Guillermo del Toro lo ha conseguido. Tras casi dos décadas de obsesión silenciosa, su adaptación de Frankenstein por fin es una realidad. La película, estrenada en el Festival de Venecia y con llegada prevista a los cines antes de su aterrizaje en Netflix el 7 de noviembre, no es una simple versión moderna del mito.
Es una relectura radical del alma humana y de lo que significa ser un monstruo. Con un reparto encabezado por Oscar Isaac, Jacob Elordi y Mia Goth, Frankenstein se presenta como una de las películas más esperadas del año y, quizá, el proyecto más personal de la filmografía del director mexicano.
Un sueño largamente perseguido
Pocas historias han perseguido tanto a Guillermo del Toro como Frankenstein. Desde los años noventa, el director de El laberinto del fauno o La forma del agua ha hablado de su deseo de reinterpretar la obra de Mary Shelley. Pero los estudios siempre consideraron su propuesta “demasiado extraña, demasiado emocional”. Hoy, tras ganar el Óscar y consolidar su alianza con Netflix, Del Toro ha podido levantar su visión definitiva: una cinta gótica, íntima y devastadora.
El rodaje de Frankenstein se desarrolló entre 2023 y 2024 en localizaciones de Escocia, con un equipo técnico de lujo y la colaboración de veteranos que ya habían trabajado con el director.
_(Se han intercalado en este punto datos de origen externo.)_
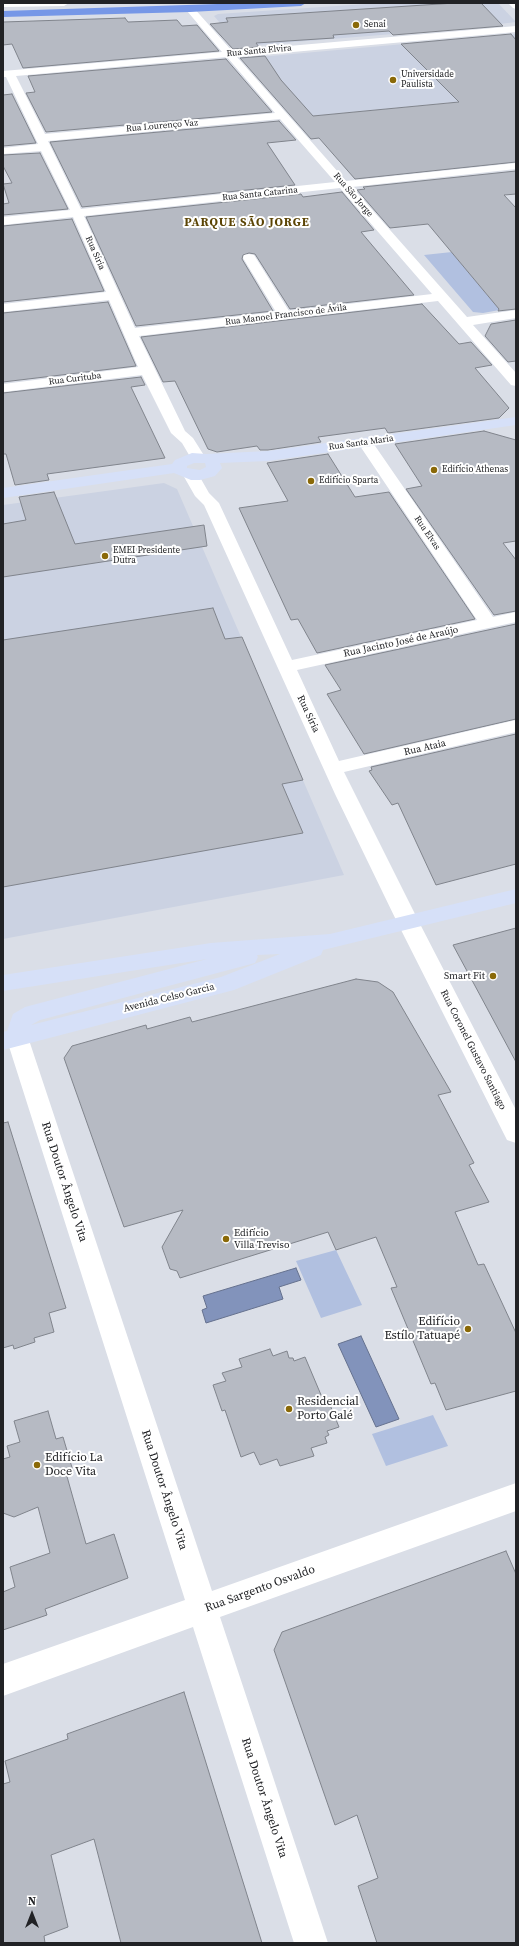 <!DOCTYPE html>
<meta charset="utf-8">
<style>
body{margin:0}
#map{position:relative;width:519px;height:1946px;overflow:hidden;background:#dadee7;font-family:"Source Serif 4",serif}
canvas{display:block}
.frame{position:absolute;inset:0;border:4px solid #212225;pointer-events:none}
.north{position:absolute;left:12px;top:1894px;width:40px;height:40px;-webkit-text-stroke:3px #fff;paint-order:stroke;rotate:0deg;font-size:11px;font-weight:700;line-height:16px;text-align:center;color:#212225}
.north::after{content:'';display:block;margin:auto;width:14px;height:18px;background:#212225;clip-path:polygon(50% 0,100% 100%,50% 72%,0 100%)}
</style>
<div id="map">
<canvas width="519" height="1946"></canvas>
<div class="frame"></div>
<div class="north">N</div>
</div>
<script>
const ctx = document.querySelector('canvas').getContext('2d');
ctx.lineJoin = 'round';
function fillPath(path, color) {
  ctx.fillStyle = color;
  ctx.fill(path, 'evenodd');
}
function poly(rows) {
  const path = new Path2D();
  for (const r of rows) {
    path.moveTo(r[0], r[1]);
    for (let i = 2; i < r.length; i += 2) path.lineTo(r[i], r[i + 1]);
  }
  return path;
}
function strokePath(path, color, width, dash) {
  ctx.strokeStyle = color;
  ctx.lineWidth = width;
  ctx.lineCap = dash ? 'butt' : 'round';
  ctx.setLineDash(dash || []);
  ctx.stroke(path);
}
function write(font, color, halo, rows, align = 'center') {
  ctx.font = font + ' "Source Serif 4",serif';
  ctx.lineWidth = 4;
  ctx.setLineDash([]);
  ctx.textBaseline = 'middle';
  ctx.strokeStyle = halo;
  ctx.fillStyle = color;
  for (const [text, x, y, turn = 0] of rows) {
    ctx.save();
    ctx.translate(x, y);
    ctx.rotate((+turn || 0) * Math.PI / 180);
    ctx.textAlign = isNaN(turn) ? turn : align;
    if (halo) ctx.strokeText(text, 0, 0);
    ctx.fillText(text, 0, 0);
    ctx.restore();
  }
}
fillPath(poly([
 [381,3,498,3,516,22,467,28,245,46,238,44,214,16,218,14],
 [516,34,516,96,303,117,259,57],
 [164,483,177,489,344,875,3,939,3,505]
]), '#cbd2e2');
fillPath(poly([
 [452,252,490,298,516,295,516,307,483,313,473,312,424,255],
 [336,1250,362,1305,321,1318,296,1261],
 [433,1415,448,1446,386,1466,372,1434]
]), '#b1c0e0');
const water = poly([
 [296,1268,301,1280,279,1287,283,1299,206,1323,202,1310,207,1308,203,1296,296,1268],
 [361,1336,399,1419,376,1427,338,1344,361,1336]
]);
fillPath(water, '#8293bb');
strokePath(water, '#65718e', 1);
const building = poly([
 [455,3,481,3,503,26,393,35,389,31,333,35,334,38,256,43,259,47,233,49,210,24,228,22,226,18,455,3],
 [125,18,128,22,177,20,182,26,197,25,219,51,23,68,12,44,3,45,3,22,125,18],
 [511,34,516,40,516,162,355,179,319,138,311,139,240,58,265,56,281,80,313,116,459,102,401,44,511,34],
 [226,59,272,112,46,132,26,93,35,92,28,76,226,59],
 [12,94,36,143,3,146,3,95,12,94],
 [279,121,296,140,267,143,295,185,82,207,50,142,279,121],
 [40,153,68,209,3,215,3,204,9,203,3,184,12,183,3,166,3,155,40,153],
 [516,171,516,194,504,195,516,208,516,309,498,311,499,309,428,224,390,228,357,190,365,189,363,187,516,171],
 [342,192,374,230,361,232,414,295,290,309,255,254,249,253,243,255,242,259,273,311,136,326,86,217,301,194,303,197,342,192],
 [72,219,104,291,3,302,3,226,72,219],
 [108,302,136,366,3,382,3,313,108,302],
 [422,304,459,344,471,342,492,365,475,368,509,408,499,418,388,433,385,428,318,437,321,442,268,450,260,450,257,446,217,452,208,449,175,381,163,382,141,337,422,304],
 [516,320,516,361,508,362,485,336,491,324,516,320],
 [141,377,145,385,131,387,165,458,47,474,49,480,15,485,6,454,3,454,3,393,141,377],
 [484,431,516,440,516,541,503,543,516,560,516,611,494,615,406,489,422,486,395,444,484,431],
 [328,454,355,497,389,492,475,619,317,653,298,619,291,620,239,508,288,501,267,463,328,454],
 [54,492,75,544,204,525,207,546,3,577,3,524,26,520,19,497,54,492],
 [213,608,225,639,242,637,303,780,282,784,303,833,3,887,3,640,213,608],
 [516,624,516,719,364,754,327,694,341,690,325,665,516,624],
 [516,734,516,864,436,885,398,803,392,805,369,771,372,770,371,767,516,734],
 [516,928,516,1062,453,945,516,928],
 [356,979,378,982,393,992,451,1092,438,1095,474,1163,469,1165,489,1202,455,1212,478,1265,484,1264,516,1333,516,1391,446,1410,435,1383,431,1384,391,1288,397,1287,376,1237,336,1250,328,1232,180,1278,177,1271,170,1269,162,1247,183,1210,124,1227,64,1058,72,1046,146,1025,147,1029,190,1017,192,1022,356,979],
 [8,1122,66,1308,49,1313,54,1332,34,1338,35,1342,14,1349,13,1345,3,1348,3,1123,8,1122],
 [270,1349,273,1356,287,1351,289,1358,293,1358,294,1361,305,1357,324,1402,328,1400,339,1427,327,1431,329,1435,325,1437,327,1443,311,1448,314,1456,280,1466,277,1459,260,1465,254,1452,241,1457,225,1410,222,1411,213,1385,226,1381,222,1373,242,1367,239,1359,270,1349],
 [48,1411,56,1439,63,1437,73,1471,66,1473,86,1544,114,1534,128,1578,45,1609,47,1615,3,1630,3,1592,15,1587,10,1567,50,1553,38,1507,14,1517,3,1513,3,1459,10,1457,7,1446,20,1442,14,1421,48,1411],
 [506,1551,516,1574,516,1943,377,1943,358,1886,378,1878,357,1815,335,1825,274,1650,282,1632,506,1551],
 [184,1692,262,1943,121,1943,94,1839,51,1855,68,1927,44,1936,45,1943,3,1943,3,1784,10,1782,5,1761,68,1739,67,1734,184,1692]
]);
fillPath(building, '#b6bac3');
strokePath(building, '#80848c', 1);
fillPath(poly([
 [3,3,69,3,64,6,3,7,3,3],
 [508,3,516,3,516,9,513,8,508,3],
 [190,6,193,7,232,51,516,26,516,32,237,57,346,181,516,163,516,169,352,187,467,317,516,310,516,318,473,325,516,373,516,386,511,385,438,301,139,336,185,431,193,438,205,457,202,460,197,462,192,460,182,443,171,433,142,375,3,392,3,384,138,367,109,300,3,312,3,304,106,292,73,217,3,225,3,217,70,210,41,151,3,154,3,148,38,144,6,77,3,77,3,71,222,52,187,11,185,9,187,7,190,6],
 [227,57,275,113,45,134,16,76,227,57],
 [280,119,335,182,81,209,48,141,280,119],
 [340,188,432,294,289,311,254,255,249,254,244,255,243,258,276,312,135,328,84,216,340,188],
 [366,438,371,440,493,617,516,612,516,622,297,670,339,761,516,720,516,732,344,772,420,924,516,1110,516,1143,507,1140,398,924,335,794,204,505,195,496,183,475,185,472,191,470,197,472,209,493,219,503,292,660,477,620,358,443,361,440,366,438],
 [17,1028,25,1031,28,1037,212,1591,516,1483,516,1511,220,1617,328,1943,294,1943,193,1627,3,1696,3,1664,185,1600,6,1037,9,1031,17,1028]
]), '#fff');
fillPath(poly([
 [516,417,516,425,268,461,220,463,222,468,215,476,200,480,191,480,174,473,3,498,3,488,172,464,175,460,192,453,206,454,268,451,516,417],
 [194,463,205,463,206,467,200,470,187,468,187,466,194,463],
 [516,889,516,903,323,950,321,955,234,990,3,1050,3,1032,7,1031,13,1014,25,1007,207,959,3,991,3,975,211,943,330,934,516,889],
 [280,954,221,977,31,1025,40,1020,255,963,258,957,257,955,280,954]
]), '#d6e0f8');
fillPath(poly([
 [248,3,306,3,301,6,190,12,3,17,3,11,248,3]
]), '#7697e7');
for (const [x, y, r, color] of [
 [356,25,4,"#8a6908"],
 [393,80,4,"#8a6908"],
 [434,470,4,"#8a6908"],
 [311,481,4,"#8a6908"],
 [105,556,4,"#8a6908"],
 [493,976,4,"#8a6908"],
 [226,1239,4,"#8a6908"],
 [468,1329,4,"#8a6908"],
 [289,1409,4,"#8a6908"],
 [37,1465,4,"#8a6908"]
]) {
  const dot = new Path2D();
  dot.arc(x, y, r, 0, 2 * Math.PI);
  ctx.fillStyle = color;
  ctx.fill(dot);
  strokePath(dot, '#fff', 1.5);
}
write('9px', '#212225', '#fff', [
 ["Senai",364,25],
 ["Universidade",401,75],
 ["Paulista",401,85],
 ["Edifício Athenas",442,470],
 ["Edifício Sparta",319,481],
 ["EMEI Presidente",113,551],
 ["Dutra",113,561]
], 'left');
write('9px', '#212225', '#fff', [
 ["Rua Santa Elvira",259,51,-5],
 ["Rua Lourenço Vaz",162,126,-5],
 ["Rua Santa Catarina",260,194,-6],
 ["Rua São Jorge",353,195,49],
 ["Rua Síria",95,253,66],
 ["Rua Manoel Francisco de Ávila",286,315,-7],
 ["Rua Curituba",75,379,-7],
 ["Rua Santa Maria",361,443,-8],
 ["Rua Elvas",427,533,56]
]);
write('10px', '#212225', '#fff', [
 ["Rua Jacinto José de Araújo",401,642,-12],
 ["Rua Síria",308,714,65],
 ["Rua Ataia",425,748,-13],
 ["Avenida Celso Garcia",169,998,-14],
 ["Rua Coronel Gustavo Santiago",473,1050,63]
]);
write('10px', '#212225', '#fff', [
 ["Smart Fit",485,976],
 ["Edifício",234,1233,"left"],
 ["Villa Treviso",234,1245,"left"]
], 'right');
ctx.letterSpacing = '1px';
write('bold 12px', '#5b4404', '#fff', [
 ["PARQUE SÃO JORGE",247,223]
]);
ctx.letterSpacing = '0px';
write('12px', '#212225', '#fff', [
 ["Rua Doutor Ângelo Vita",64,1182,72],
 ["Rua Doutor Ângelo Vita",164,1490,72],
 ["Rua Sargento Osvaldo",260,1589,-20],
 ["Rua Doutor Ângelo Vita",264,1798,72]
]);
write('12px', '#212225', '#fff', [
 ["Edifício",460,1322,"right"],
 ["Estílo Tatuapé",460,1336,"right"],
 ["Residencial",297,1402],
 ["Porto Galé",297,1416],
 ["Edifício La",45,1458],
 ["Doce Vita",45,1472]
], 'left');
</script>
La película llega ahora en un momento en el que el público parece necesitar, más que nunca, revisitar las raíces del terror y la ciencia ficción. Y Del Toro lo hace desde la emoción, no desde el susto.
“Es una historia sobre la paternidad, la soledad y la necesidad de ser comprendido”, explicó el director durante la presentación en Venecia. Su Frankenstein no pretende aterrorizar, sino conmover. Una reinterpretación moderna del mito.
Un reparto de lujo al servicio de la tragedia
En el papel del científico Victor Frankenstein encontramos a Oscar Isaac, que dota al personaje de una mezcla de brillantez y culpa que se siente casi shakesperiana. Frente a él, Jacob Elordi encarna a la criatura con un enfoque completamente distinto al que popularizó Boris Karloff en 1931: su monstruo no es un cuerpo torpe, sino un alma desbordada por la incomprensión. Mia Goth, musa del cine de terror contemporáneo, interpreta a Elizabeth Lavenza, la prometida de Victor y víctima indirecta de su ambición.

Completan el reparto Christoph Waltz, Charles Dance, Lars Mikkelsen, David Bradley y Felix Kammerer, conformando un elenco que refuerza el aire operístico del relato. Cada actor, bajo la mirada de Del Toro, parece encarnar no solo a un personaje, sino a una emoción primaria: la curiosidad, el miedo, la culpa, la ternura.
La mirada de un autor
Del Toro nunca se ha escondido detrás de los monstruos. Los ha utilizado como espejos. Y en Frankenstein lleva esa idea al extremo. Su criatura es, en el fondo, la encarnación de la tristeza del mundo. Un ser que no pidió nacer, pero que busca amor en una sociedad que solo sabe señalarlo como aberración.
El director rehúye el terror clásico y apuesta por una puesta en escena pictórica, casi romántica. Los escenarios recuerdan a los grabados de Piranesi y a los paisajes de Caspar David Friedrich. Los interiores, por su parte, rezuman decadencia y belleza, iluminados por velas y sombras que parecen respirar. “A veces la ruina es más hermosa que el edificio completo”, ha dicho Del Toro. Esa frase podría resumir toda la película.

Su Frankenstein es también una reflexión sobre la creación. ¿Qué derecho tiene un hombre a dar vida? ¿Y qué responsabilidad tiene con lo que crea? Preguntas que, en tiempos de inteligencia artificial y manipulación genética, suenan más actuales que nunca.
Una producción monumental
La producción de Frankenstein ha sido una de las más ambiciosas de Netflix hasta la fecha. El diseño de producción, a cargo de Tamara Deverell, mezcla lo industrial y lo gótico con una elegancia hipnótica. La fotografía de Dan Laustsen, habitual colaborador de Del Toro, apuesta por una paleta de colores saturada que rompe con el gris habitual del género.
El resultado es un filme que respira arte en cada plano. Cada movimiento de cámara, cada destello de luz, cada costura en el vestuario está pensado para reforzar el tono poético del relato. Y, sin embargo, no pierde ritmo ni tensión. El relato avanza con la precisión de un corazón eléctrico recién activado.
Más de dos siglos después de que Mary Shelley publicara su novela, Frankenstein sigue vivo. Cada generación necesita su propio monstruo, su propio espejo roto donde reconocerse. Y el de Guillermo del Toro no solo revive el mito: lo transforma en poesía visual.